On the U-M Creative Currents podcast, Ford School professor Christian Davenport joined artist Rick Lowe, curator Abigail Winograd, and social scientist Kate Cagney about art as a catalyst for social exploration, change, and collective storytelling. They discussed the project they are currently working on called the Black Wall Street Journey project.
Lowe explained his journey to begin working in art by saying, "I decided that what I was really driven by from my early childhood was the issue of social justice. I've always been interested in that." That work, to him, means "trying to reshape how people see things, and how we think about things and the narratives around things."

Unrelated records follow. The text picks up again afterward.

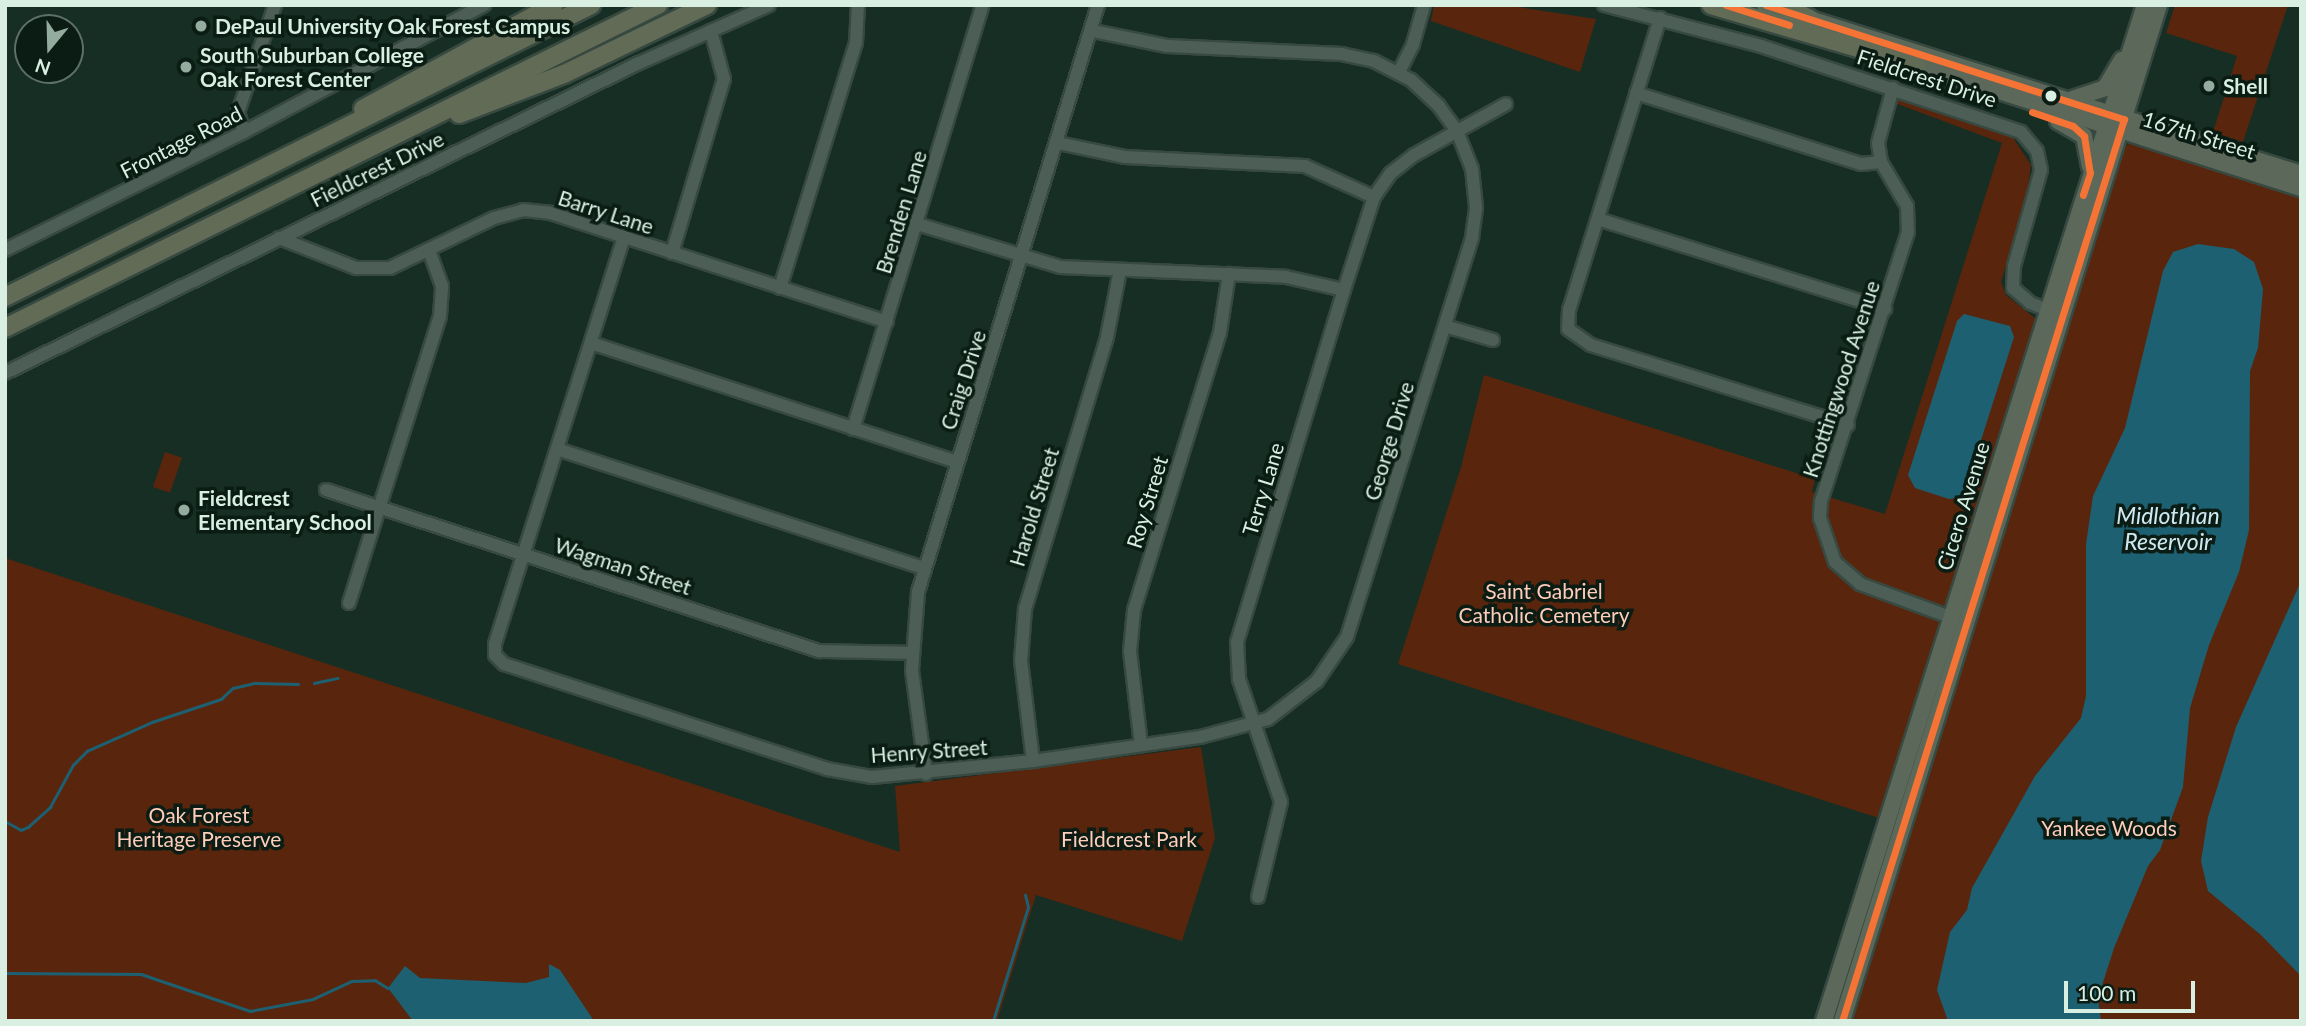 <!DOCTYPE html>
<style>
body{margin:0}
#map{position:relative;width:2306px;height:1026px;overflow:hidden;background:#162e24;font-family:Lato,sans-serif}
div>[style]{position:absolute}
.green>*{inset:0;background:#59260d;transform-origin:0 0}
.water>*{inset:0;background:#1d6072}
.stream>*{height:2.5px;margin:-1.25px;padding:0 1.25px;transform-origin:1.25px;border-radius:1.25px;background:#1d6072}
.roads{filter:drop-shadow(2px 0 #374940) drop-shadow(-2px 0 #374940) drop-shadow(0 2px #374940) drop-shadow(0 -2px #374940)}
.minor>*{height:12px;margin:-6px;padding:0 6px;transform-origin:6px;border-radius:6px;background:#4d5e56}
.major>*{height:16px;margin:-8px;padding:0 8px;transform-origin:8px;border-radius:8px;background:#5c6859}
.highway>*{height:18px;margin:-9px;padding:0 9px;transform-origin:9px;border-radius:9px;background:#626b56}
.bus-1>*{height:7px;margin:-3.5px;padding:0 3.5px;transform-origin:3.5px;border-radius:3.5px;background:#f57335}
.dots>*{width:19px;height:19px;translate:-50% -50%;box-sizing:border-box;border:4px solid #0a1c13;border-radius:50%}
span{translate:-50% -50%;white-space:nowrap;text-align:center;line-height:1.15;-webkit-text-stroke:7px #0a1c13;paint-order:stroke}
.poi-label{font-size:21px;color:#d8efe2;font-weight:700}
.left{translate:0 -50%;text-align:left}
.street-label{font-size:21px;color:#d8efe2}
.park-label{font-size:21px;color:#ffcdba}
.water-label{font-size:23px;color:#cfe9f3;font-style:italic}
.frame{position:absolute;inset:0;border:7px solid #d8efe2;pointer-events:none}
.north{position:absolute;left:14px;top:14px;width:70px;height:70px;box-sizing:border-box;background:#0a1c13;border:2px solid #5c7066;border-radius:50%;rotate:199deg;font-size:19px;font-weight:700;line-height:28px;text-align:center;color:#d8efe2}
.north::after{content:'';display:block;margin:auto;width:24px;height:32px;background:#94aba0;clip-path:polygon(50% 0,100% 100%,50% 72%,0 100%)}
.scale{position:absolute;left:2064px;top:981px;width:131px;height:32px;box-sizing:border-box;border:4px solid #d8efe2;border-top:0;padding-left:9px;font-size:21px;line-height:24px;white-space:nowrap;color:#d8efe2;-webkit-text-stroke:5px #0a1c13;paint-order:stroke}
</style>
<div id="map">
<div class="green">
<div style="clip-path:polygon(1434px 5px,1505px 5px,1596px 19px,1580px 72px,1431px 21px)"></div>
<div style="clip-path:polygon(2175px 5px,2288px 5px,2243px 142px,2213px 132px,2237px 56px,2166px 33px)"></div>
<div style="clip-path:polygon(1901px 96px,2010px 133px,2031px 165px,2027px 196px,2001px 282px,2006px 295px,2037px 320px,1882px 819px,1398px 664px,1461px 467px,1484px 375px,1815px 479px,1812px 492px,1885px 514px,2002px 143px,1895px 103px)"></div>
<div style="clip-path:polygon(2135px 142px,2301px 195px,2301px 1021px,1846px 1021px,2122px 147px)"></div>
<div style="left:165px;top:452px;width:18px;height:37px;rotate:19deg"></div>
<div style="clip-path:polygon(5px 558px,900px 852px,895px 786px,1201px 747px,1215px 838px,1182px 941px,1036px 895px,997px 1021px,5px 1021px)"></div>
</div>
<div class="water">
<div style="clip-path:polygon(2198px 244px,2234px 249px,2254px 262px,2263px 289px,2258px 348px,2250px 371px,2249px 530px,2239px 572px,2209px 645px,2190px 708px,2183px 787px,2160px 850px,2148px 866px,2114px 948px,2098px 998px,2101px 1021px,1948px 1021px,1937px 990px,1950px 932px,1967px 910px,1972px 888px,2035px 776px,2081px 718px,2086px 696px,2086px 544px,2093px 496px,2125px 428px,2163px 271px,2173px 252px)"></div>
<div style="clip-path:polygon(1964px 314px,2010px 326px,2014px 337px,1967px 484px,1961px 497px,1949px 499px,1915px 488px,1908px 475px,1957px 321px)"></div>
<div style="clip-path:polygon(2301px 581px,2301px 976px,2261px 935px,2208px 891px,2201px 861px,2208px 817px,2236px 727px)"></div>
<div style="clip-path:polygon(549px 964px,560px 970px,594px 1021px,413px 1021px,388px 988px,405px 966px,420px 978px,526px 983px,549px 977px)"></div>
</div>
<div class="stream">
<div style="left:314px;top:683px;width:24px;rotate:-12deg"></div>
<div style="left:5px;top:821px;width:18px;rotate:29deg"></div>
<div style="left:21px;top:830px;width:8px;rotate:-23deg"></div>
<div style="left:28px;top:827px;width:30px;rotate:-42deg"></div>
<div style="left:50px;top:807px;width:48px;rotate:-61.3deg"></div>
<div style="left:73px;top:765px;width:20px;rotate:-45deg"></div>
<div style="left:87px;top:751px;width:71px;rotate:-24deg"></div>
<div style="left:152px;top:722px;width:73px;rotate:-18.4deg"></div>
<div style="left:221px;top:699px;width:16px;rotate:-43deg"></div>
<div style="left:233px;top:688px;width:23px;rotate:-13deg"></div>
<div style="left:255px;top:683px;width:43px;rotate:1.3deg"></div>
<div style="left:5px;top:973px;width:136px;rotate:0.4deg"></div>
<div style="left:141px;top:974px;width:115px;rotate:18.7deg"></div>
<div style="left:250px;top:1011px;width:64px;rotate:-10.8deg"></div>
<div style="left:313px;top:999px;width:43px;rotate:-24.8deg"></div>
<div style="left:352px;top:981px;width:23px;rotate:-2deg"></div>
<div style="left:375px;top:980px;width:15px;rotate:32deg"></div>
<div style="left:993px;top:1021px;width:119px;rotate:-72.9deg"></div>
<div style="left:1028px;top:907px;width:12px;rotate:-104deg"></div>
</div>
<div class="roads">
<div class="minor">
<div style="left:1604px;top:5px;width:162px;rotate:14.6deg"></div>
<div style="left:1761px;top:46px;width:274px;rotate:18.3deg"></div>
<div style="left:2021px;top:132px;width:25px;rotate:50deg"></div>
<div style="left:2037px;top:151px;width:19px;rotate:78deg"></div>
<div style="left:2041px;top:170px;width:100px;rotate:105.7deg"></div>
<div style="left:2014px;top:266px;width:22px;rotate:93deg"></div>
<div style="left:2013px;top:288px;width:23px;rotate:41deg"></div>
<div style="left:2030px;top:303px;width:28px;rotate:21deg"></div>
<div style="left:1660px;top:18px;width:306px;rotate:107.3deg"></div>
<div style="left:1569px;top:310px;width:19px;rotate:93deg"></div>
<div style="left:1568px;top:329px;width:28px;rotate:35deg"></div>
<div style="left:1591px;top:345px;width:269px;rotate:17.3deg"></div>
<div style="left:1399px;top:72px;width:31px;rotate:-63deg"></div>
<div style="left:1413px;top:44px;width:41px;rotate:-74.2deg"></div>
<div style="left:1893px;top:88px;width:57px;rotate:105.3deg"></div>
<div style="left:1878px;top:143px;width:19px;rotate:81deg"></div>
<div style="left:1881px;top:162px;width:51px;rotate:59.4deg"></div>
<div style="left:1907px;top:206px;width:26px;rotate:88deg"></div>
<div style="left:1908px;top:232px;width:284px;rotate:107.9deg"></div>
<div style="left:1821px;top:502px;width:16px;rotate:94deg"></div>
<div style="left:1820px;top:518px;width:46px;rotate:71.2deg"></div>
<div style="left:1835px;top:562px;width:33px;rotate:41deg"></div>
<div style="left:1860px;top:584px;width:96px;rotate:20.1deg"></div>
<div style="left:1636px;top:93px;width:236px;rotate:17.5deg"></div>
<div style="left:1861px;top:164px;width:20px;rotate:-6deg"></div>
<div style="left:244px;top:132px;width:21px;rotate:-107deg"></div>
<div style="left:238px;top:112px;width:113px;rotate:-70.9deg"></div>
<div style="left:1058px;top:143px;width:68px;rotate:11.8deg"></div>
<div style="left:1125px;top:157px;width:180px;rotate:2.9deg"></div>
<div style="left:1305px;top:166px;width:76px;rotate:24.2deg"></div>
<div style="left:1598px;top:219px;width:301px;rotate:17.4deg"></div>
<div style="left:917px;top:224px;width:149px;rotate:16.7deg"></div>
<div style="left:1060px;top:267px;width:226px;rotate:2.5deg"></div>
<div style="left:1286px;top:277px;width:59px;rotate:12.6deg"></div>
<div style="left:624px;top:237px;width:427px;rotate:107.6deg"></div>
<div style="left:495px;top:644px;width:11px;rotate:90deg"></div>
<div style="left:495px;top:655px;width:13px;rotate:45deg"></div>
<div style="left:504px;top:664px;width:340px;rotate:18deg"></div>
<div style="left:827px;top:769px;width:46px;rotate:10.1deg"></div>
<div style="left:872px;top:777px;width:162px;rotate:-5.7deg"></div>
<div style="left:1033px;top:761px;width:169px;rotate:-8.2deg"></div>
<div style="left:1200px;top:737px;width:70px;rotate:-14.8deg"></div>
<div style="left:1268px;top:719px;width:62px;rotate:-37.8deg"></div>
<div style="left:1317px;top:681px;width:53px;rotate:-55.7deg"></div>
<div style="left:1347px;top:637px;width:419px;rotate:-72.6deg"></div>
<div style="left:1472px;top:237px;width:30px;rotate:-82deg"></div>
<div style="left:1476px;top:207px;width:38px;rotate:-96deg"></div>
<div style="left:1472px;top:169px;width:41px;rotate:-111.5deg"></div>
<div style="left:1457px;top:131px;width:31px;rotate:-126deg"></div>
<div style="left:1439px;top:106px;width:38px;rotate:-137deg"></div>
<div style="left:1411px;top:80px;width:42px;rotate:-152.8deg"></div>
<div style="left:1374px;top:61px;width:33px;rotate:-168deg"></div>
<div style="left:1342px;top:54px;width:175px;rotate:-177.4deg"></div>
<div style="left:1167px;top:46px;width:76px;rotate:-168.5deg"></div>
<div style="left:279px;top:238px;width:83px;rotate:21.3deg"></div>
<div style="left:356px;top:268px;width:34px"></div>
<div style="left:390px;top:268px;width:115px;rotate:-25.7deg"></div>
<div style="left:494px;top:218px;width:30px;rotate:-15deg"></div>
<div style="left:523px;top:210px;width:27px;rotate:6deg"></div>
<div style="left:550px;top:213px;width:354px;rotate:17.9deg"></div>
<div style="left:5px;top:250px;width:267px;rotate:-26.3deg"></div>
<div style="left:244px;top:132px;width:272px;rotate:-27.9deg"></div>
<div style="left:672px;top:253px;width:182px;rotate:-73.4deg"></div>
<div style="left:724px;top:79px;width:50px;rotate:-105.2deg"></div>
<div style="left:780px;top:288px;width:257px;rotate:-72.8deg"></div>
<div style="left:856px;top:43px;width:38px;rotate:-87deg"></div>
<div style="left:1445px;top:326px;width:50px;rotate:16.3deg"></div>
<div style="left:591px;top:343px;width:385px;rotate:18deg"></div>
<div style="left:5px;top:373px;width:706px;rotate:-26.06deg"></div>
<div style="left:639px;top:63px;width:142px;rotate:-24deg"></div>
<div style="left:853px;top:429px;width:443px;rotate:-73deg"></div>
<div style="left:557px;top:449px;width:386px;rotate:18deg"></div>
<div style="left:326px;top:490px;width:519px;rotate:18.09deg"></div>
<div style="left:819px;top:651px;width:92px;rotate:1.2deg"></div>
<div style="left:349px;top:603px;width:301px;rotate:-72.4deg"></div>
<div style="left:440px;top:316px;width:30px;rotate:-86deg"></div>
<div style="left:442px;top:286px;width:37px;rotate:-110deg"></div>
<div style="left:1141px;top:745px;width:95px;rotate:-96.7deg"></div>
<div style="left:1130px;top:651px;width:41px;rotate:-84.4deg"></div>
<div style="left:1134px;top:610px;width:291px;rotate:-72.8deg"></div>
<div style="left:1220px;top:332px;width:59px;rotate:-81.2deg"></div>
<div style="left:1033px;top:761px;width:101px;rotate:-96.8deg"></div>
<div style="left:1021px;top:661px;width:52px;rotate:-85.6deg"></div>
<div style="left:1025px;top:609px;width:284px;rotate:-73.2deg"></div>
<div style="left:1107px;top:337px;width:68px;rotate:-79deg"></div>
<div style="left:926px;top:774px;width:105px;rotate:-97.7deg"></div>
<div style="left:912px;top:670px;width:78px;rotate:-85.6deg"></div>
<div style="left:918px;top:592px;width:614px;rotate:-72.95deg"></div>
<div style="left:1258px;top:897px;width:98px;rotate:-76.4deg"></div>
<div style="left:1281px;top:802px;width:130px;rotate:-108.9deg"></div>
<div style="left:1239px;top:679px;width:37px;rotate:-93deg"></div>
<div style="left:1237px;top:642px;width:368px;rotate:-73.1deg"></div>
<div style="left:1344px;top:290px;width:98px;rotate:-72.1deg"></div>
<div style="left:1374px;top:197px;width:29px;rotate:-55deg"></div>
<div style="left:1391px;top:173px;width:29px;rotate:-38deg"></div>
<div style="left:1414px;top:155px;width:105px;rotate:-29deg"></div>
</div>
<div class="major">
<div style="left:1765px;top:5px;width:562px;rotate:17.5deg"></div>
<div style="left:1905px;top:61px;width:416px;rotate:17.8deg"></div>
<div style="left:2072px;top:99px;width:35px;rotate:-18deg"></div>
<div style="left:2105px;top:88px;width:33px;rotate:-59deg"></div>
<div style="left:2058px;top:121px;width:30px;rotate:30deg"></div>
<div style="left:2084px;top:136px;width:31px;rotate:79deg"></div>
<div style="left:1824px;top:1021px;width:1066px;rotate:-72.47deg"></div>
<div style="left:1842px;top:1021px;width:1064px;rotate:-72.67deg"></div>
</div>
<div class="highway">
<div style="left:1711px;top:5px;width:214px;rotate:16.3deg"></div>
<div style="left:1780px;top:5px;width:33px;rotate:25deg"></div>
<div style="left:363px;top:109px;width:217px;rotate:-28.6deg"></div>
<div style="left:459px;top:114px;width:112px;rotate:-20.9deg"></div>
<div style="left:564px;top:74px;width:159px;rotate:-25.8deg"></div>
<div style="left:5px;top:297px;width:655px;rotate:-26.49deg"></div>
<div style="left:5px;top:328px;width:729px;rotate:-26.32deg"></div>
</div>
</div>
<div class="bus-1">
<div style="left:1726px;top:5px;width:66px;rotate:17.6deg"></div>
<div style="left:1766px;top:5px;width:376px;rotate:17.7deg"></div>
<div style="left:2124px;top:119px;width:945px;rotate:107.36deg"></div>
<div style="left:2032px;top:112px;width:43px;rotate:18.9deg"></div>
<div style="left:2073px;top:126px;width:15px;rotate:42deg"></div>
<div style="left:2084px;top:136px;width:37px;rotate:81deg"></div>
<div style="left:2090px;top:173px;width:23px;rotate:108deg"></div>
</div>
<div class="dots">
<div style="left:201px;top:26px;background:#94aba0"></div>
<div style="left:186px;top:67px;background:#94aba0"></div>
<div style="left:2209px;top:86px;background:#94aba0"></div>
<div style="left:2051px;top:96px;background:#d8efe2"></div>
<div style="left:184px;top:510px;background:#94aba0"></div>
</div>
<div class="poi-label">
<span class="left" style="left:215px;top:26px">DePaul University Oak Forest Campus</span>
<span class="left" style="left:200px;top:67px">South Suburban College<br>Oak Forest Center</span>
<span class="left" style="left:2223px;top:86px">Shell</span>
<span class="left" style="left:198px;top:510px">Fieldcrest<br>Elementary School</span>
</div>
<div class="street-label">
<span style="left:1927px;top:78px;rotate:18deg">Fieldcrest Drive</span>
<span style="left:2199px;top:135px;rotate:17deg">167th Street</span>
<span style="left:181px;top:142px;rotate:-27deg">Frontage Road</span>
<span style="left:377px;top:169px;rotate:-26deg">Fieldcrest Drive</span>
<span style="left:606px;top:212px;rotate:18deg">Barry Lane</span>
<span style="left:901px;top:212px;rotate:-73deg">Brenden Lane</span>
<span style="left:1841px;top:379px;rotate:-72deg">Knottingwood Avenue</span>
<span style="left:963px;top:380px;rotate:-72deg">Craig Drive</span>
<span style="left:1389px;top:441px;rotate:-73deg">George Drive</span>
<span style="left:1263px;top:489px;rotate:-73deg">Terry Lane</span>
<span style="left:1147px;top:502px;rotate:-73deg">Roy Street</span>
<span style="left:1963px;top:506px;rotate:-73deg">Cicero Avenue</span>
<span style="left:1034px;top:507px;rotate:-73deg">Harold Street</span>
<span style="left:623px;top:566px;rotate:18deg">Wagman Street</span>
<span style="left:929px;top:751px;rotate:-4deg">Henry Street</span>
</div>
<div class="park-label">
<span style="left:1544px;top:603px">Saint Gabriel<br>Catholic Cemetery</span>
<span style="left:199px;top:827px">Oak Forest<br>Heritage Preserve</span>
<span style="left:2109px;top:828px">Yankee Woods</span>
<span style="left:1129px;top:839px">Fieldcrest Park</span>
</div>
<div class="water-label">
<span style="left:2168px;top:528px">Midlothian<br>Reservoir</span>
</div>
<div class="frame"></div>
<div class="north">N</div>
<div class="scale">100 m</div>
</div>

Lowe also discussed his work in Houston, Texas, called "Project Row Houses," which he also worked on with Professor Christian Davenport. This started their lifelong friendship and has led to the class they currently teach together at Michigan. Davenport says the goal of the class is to create and discover "different ways of thinking about this particular phenomenon and let's use the class to kind of articulate in that, some kind of artistic explosion, let's do every different way of trying to communicate what we are seeing in terms of black progress and use that kind of rainbow of options and concepts to enliven a broader conversation."
In their class, Davenport says they "are bringing more people into the conversation, into the art," and that this interdisciplinary work "works well in Michigan." Lowe also explained how the work they are doing, "something with a symbolic gesture is having that kind of domino effect."
Winograd, who is an independent curator working alongside them, said that her independence from institutions has "allowed me to see things through to the end or to the middle or to wherever we are in the process of things and to really let go of expectations of what the end is going to look like," and to work more closely with artists like Lowe and Davenport.
Winograd also explained how they "are asking the students to both produce work that will be part of that exhibition and think through what that exhibition will look like."
Lowe said it "took about half the semester to finally get them to realize when I was asking questions" that "I was really looking for them to give their input, and that really opened things up." Winograd explained that there will be an "installation in the Stenn gallery at UMMA" winter of 2026.